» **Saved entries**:
↓
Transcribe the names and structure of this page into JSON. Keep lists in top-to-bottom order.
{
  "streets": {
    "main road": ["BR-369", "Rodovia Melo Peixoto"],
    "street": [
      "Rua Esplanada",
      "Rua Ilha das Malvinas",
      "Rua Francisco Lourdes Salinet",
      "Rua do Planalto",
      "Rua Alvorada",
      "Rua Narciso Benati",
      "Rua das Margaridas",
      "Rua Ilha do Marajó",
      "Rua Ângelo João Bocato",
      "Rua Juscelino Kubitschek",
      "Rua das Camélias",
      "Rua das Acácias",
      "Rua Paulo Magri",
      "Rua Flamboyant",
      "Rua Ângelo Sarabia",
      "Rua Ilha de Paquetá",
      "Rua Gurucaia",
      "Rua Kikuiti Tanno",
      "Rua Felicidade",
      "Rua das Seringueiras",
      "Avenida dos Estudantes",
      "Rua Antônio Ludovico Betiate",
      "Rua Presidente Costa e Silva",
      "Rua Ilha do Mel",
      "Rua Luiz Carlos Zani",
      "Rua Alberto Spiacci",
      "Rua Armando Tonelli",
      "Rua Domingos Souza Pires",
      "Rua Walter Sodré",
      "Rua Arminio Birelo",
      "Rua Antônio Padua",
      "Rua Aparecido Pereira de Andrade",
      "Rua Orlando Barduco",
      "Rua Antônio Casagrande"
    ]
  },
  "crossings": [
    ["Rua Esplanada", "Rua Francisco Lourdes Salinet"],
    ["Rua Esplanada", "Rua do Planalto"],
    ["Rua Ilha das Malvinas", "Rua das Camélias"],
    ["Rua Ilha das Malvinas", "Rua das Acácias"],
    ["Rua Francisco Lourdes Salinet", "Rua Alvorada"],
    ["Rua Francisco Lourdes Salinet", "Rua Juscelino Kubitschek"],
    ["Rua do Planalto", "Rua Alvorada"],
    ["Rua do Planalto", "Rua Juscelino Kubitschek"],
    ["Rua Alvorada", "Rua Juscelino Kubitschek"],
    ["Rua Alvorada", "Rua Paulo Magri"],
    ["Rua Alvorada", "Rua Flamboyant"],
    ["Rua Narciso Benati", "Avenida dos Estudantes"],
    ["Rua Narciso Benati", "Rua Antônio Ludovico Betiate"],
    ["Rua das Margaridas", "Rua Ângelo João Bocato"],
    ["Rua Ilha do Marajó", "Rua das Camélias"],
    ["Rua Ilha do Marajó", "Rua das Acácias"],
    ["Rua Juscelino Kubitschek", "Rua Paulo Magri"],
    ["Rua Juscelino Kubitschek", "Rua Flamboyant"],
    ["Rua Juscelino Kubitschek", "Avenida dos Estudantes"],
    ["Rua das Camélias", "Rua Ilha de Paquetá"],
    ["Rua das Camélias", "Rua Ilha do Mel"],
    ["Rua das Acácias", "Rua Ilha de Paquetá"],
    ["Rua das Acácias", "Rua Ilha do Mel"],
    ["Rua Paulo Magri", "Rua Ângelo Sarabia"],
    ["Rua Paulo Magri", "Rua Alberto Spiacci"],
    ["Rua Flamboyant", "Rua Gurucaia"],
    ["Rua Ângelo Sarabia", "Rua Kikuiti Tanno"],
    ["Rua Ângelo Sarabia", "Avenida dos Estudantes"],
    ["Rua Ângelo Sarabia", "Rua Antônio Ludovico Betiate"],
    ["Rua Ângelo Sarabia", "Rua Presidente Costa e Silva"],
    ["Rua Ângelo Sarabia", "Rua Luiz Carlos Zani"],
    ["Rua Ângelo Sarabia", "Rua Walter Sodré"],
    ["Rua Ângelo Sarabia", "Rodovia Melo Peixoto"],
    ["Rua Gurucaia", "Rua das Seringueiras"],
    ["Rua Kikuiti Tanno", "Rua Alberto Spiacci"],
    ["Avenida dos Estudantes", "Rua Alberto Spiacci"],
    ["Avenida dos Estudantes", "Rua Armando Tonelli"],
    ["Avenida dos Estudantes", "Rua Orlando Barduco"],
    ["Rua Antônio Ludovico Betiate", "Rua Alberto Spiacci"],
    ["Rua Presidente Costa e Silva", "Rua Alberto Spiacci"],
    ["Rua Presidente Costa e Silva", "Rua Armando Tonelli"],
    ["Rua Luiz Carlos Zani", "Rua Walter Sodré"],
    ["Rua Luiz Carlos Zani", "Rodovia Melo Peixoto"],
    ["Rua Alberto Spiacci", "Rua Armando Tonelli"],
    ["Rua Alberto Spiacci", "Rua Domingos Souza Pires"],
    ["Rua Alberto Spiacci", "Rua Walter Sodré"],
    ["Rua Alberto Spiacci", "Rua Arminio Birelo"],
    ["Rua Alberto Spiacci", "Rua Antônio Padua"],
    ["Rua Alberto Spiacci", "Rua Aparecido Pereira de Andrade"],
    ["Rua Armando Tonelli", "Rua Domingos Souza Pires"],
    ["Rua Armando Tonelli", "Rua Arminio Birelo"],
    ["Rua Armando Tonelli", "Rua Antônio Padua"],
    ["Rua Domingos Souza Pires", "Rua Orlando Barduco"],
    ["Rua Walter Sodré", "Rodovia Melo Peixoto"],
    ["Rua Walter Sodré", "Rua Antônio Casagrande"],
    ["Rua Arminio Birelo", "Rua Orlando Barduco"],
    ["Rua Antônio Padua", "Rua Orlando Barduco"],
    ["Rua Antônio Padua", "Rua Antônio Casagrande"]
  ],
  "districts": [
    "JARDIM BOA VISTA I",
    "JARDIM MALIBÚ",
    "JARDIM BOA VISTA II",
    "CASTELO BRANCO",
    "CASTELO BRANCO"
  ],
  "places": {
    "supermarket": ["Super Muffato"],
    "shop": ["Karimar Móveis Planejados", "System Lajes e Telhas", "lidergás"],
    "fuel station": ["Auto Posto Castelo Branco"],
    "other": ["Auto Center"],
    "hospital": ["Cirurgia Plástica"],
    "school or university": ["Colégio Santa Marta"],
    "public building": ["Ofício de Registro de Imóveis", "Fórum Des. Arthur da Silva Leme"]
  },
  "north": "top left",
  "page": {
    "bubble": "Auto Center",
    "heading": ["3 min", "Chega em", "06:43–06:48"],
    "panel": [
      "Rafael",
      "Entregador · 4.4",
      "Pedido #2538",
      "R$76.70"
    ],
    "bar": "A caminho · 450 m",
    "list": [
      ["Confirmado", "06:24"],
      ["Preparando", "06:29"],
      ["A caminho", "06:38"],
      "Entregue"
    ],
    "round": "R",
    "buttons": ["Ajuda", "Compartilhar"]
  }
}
↑
» **What is needed**: Nothing in the records above may differ in your copy; retype them in full.

» **Response below**:
Transcribe the names and structure of this page into JSON. Keep lists in top-to-bottom order.
{
  "streets": {
    "main road": ["BR-369", "Rodovia Melo Peixoto"],
    "street": [
      "Rua Esplanada",
      "Rua Ilha das Malvinas",
      "Rua Francisco Lourdes Salinet",
      "Rua do Planalto",
      "Rua Alvorada",
      "Rua Narciso Benati",
      "Rua das Margaridas",
      "Rua Ilha do Marajó",
      "Rua Ângelo João Bocato",
      "Rua Juscelino Kubitschek",
      "Rua das Camélias",
      "Rua das Acácias",
      "Rua Paulo Magri",
      "Rua Flamboyant",
      "Rua Ângelo Sarabia",
      "Rua Ilha de Paquetá",
      "Rua Gurucaia",
      "Rua Kikuiti Tanno",
      "Rua Felicidade",
      "Rua das Seringueiras",
      "Avenida dos Estudantes",
      "Rua Antônio Ludovico Betiate",
      "Rua Presidente Costa e Silva",
      "Rua Ilha do Mel",
      "Rua Luiz Carlos Zani",
      "Rua Alberto Spiacci",
      "Rua Armando Tonelli",
      "Rua Domingos Souza Pires",
      "Rua Walter Sodré",
      "Rua Arminio Birelo",
      "Rua Antônio Padua",
      "Rua Aparecido Pereira de Andrade",
      "Rua Orlando Barduco",
      "Rua Antônio Casagrande"
    ]
  },
  "crossings": [
    ["Rua Esplanada", "Rua Francisco Lourdes Salinet"],
    ["Rua Esplanada", "Rua do Planalto"],
    ["Rua Ilha das Malvinas", "Rua das Camélias"],
    ["Rua Ilha das Malvinas", "Rua das Acácias"],
    ["Rua Francisco Lourdes Salinet", "Rua Alvorada"],
    ["Rua Francisco Lourdes Salinet", "Rua Juscelino Kubitschek"],
    ["Rua do Planalto", "Rua Alvorada"],
    ["Rua do Planalto", "Rua Juscelino Kubitschek"],
    ["Rua Alvorada", "Rua Juscelino Kubitschek"],
    ["Rua Alvorada", "Rua Paulo Magri"],
    ["Rua Alvorada", "Rua Flamboyant"],
    ["Rua Narciso Benati", "Avenida dos Estudantes"],
    ["Rua Narciso Benati", "Rua Antônio Ludovico Betiate"],
    ["Rua das Margaridas", "Rua Ângelo João Bocato"],
    ["Rua Ilha do Marajó", "Rua das Camélias"],
    ["Rua Ilha do Marajó", "Rua das Acácias"],
    ["Rua Juscelino Kubitschek", "Rua Paulo Magri"],
    ["Rua Juscelino Kubitschek", "Rua Flamboyant"],
    ["Rua Juscelino Kubitschek", "Avenida dos Estudantes"],
    ["Rua das Camélias", "Rua Ilha de Paquetá"],
    ["Rua das Camélias", "Rua Ilha do Mel"],
    ["Rua das Acácias", "Rua Ilha de Paquetá"],
    ["Rua das Acácias", "Rua Ilha do Mel"],
    ["Rua Paulo Magri", "Rua Ângelo Sarabia"],
    ["Rua Paulo Magri", "Rua Alberto Spiacci"],
    ["Rua Flamboyant", "Rua Gurucaia"],
    ["Rua Ângelo Sarabia", "Rua Kikuiti Tanno"],
    ["Rua Ângelo Sarabia", "Avenida dos Estudantes"],
    ["Rua Ângelo Sarabia", "Rua Antônio Ludovico Betiate"],
    ["Rua Ângelo Sarabia", "Rua Presidente Costa e Silva"],
    ["Rua Ângelo Sarabia", "Rua Luiz Carlos Zani"],
    ["Rua Ângelo Sarabia", "Rua Walter Sodré"],
    ["Rua Ângelo Sarabia", "Rodovia Melo Peixoto"],
    ["Rua Gurucaia", "Rua das Seringueiras"],
    ["Rua Kikuiti Tanno", "Rua Alberto Spiacci"],
    ["Avenida dos Estudantes", "Rua Alberto Spiacci"],
    ["Avenida dos Estudantes", "Rua Armando Tonelli"],
    ["Avenida dos Estudantes", "Rua Orlando Barduco"],
    ["Rua Antônio Ludovico Betiate", "Rua Alberto Spiacci"],
    ["Rua Presidente Costa e Silva", "Rua Alberto Spiacci"],
    ["Rua Presidente Costa e Silva", "Rua Armando Tonelli"],
    ["Rua Luiz Carlos Zani", "Rua Walter Sodré"],
    ["Rua Luiz Carlos Zani", "Rodovia Melo Peixoto"],
    ["Rua Alberto Spiacci", "Rua Armando Tonelli"],
    ["Rua Alberto Spiacci", "Rua Domingos Souza Pires"],
    ["Rua Alberto Spiacci", "Rua Walter Sodré"],
    ["Rua Alberto Spiacci", "Rua Arminio Birelo"],
    ["Rua Alberto Spiacci", "Rua Antônio Padua"],
    ["Rua Alberto Spiacci", "Rua Aparecido Pereira de Andrade"],
    ["Rua Armando Tonelli", "Rua Domingos Souza Pires"],
    ["Rua Armando Tonelli", "Rua Arminio Birelo"],
    ["Rua Armando Tonelli", "Rua Antônio Padua"],
    ["Rua Domingos Souza Pires", "Rua Orlando Barduco"],
    ["Rua Walter Sodré", "Rodovia Melo Peixoto"],
    ["Rua Walter Sodré", "Rua Antônio Casagrande"],
    ["Rua Arminio Birelo", "Rua Orlando Barduco"],
    ["Rua Antônio Padua", "Rua Orlando Barduco"],
    ["Rua Antônio Padua", "Rua Antônio Casagrande"]
  ],
  "districts": [
    "JARDIM BOA VISTA I",
    "JARDIM MALIBÚ",
    "JARDIM BOA VISTA II",
    "CASTELO BRANCO",
    "CASTELO BRANCO"
  ],
  "places": {
    "supermarket": ["Super Muffato"],
    "shop": ["Karimar Móveis Planejados", "System Lajes e Telhas", "lidergás"],
    "fuel station": ["Auto Posto Castelo Branco"],
    "other": ["Auto Center"],
    "hospital": ["Cirurgia Plástica"],
    "school or university": ["Colégio Santa Marta"],
    "public building": ["Ofício de Registro de Imóveis", "Fórum Des. Arthur da Silva Leme"]
  },
  "north": "top left",
  "page": {
    "bubble": "Auto Center",
    "heading": ["3 min", "Chega em", "06:43–06:48"],
    "panel": [
      "Rafael",
      "Entregador · 4.4",
      "Pedido #2538",
      "R$76.70"
    ],
    "bar": "A caminho · 450 m",
    "list": [
      ["Confirmado", "06:24"],
      ["Preparando", "06:29"],
      ["A caminho", "06:38"],
      "Entregue"
    ],
    "round": "R",
    "buttons": ["Ajuda", "Compartilhar"]
  }
}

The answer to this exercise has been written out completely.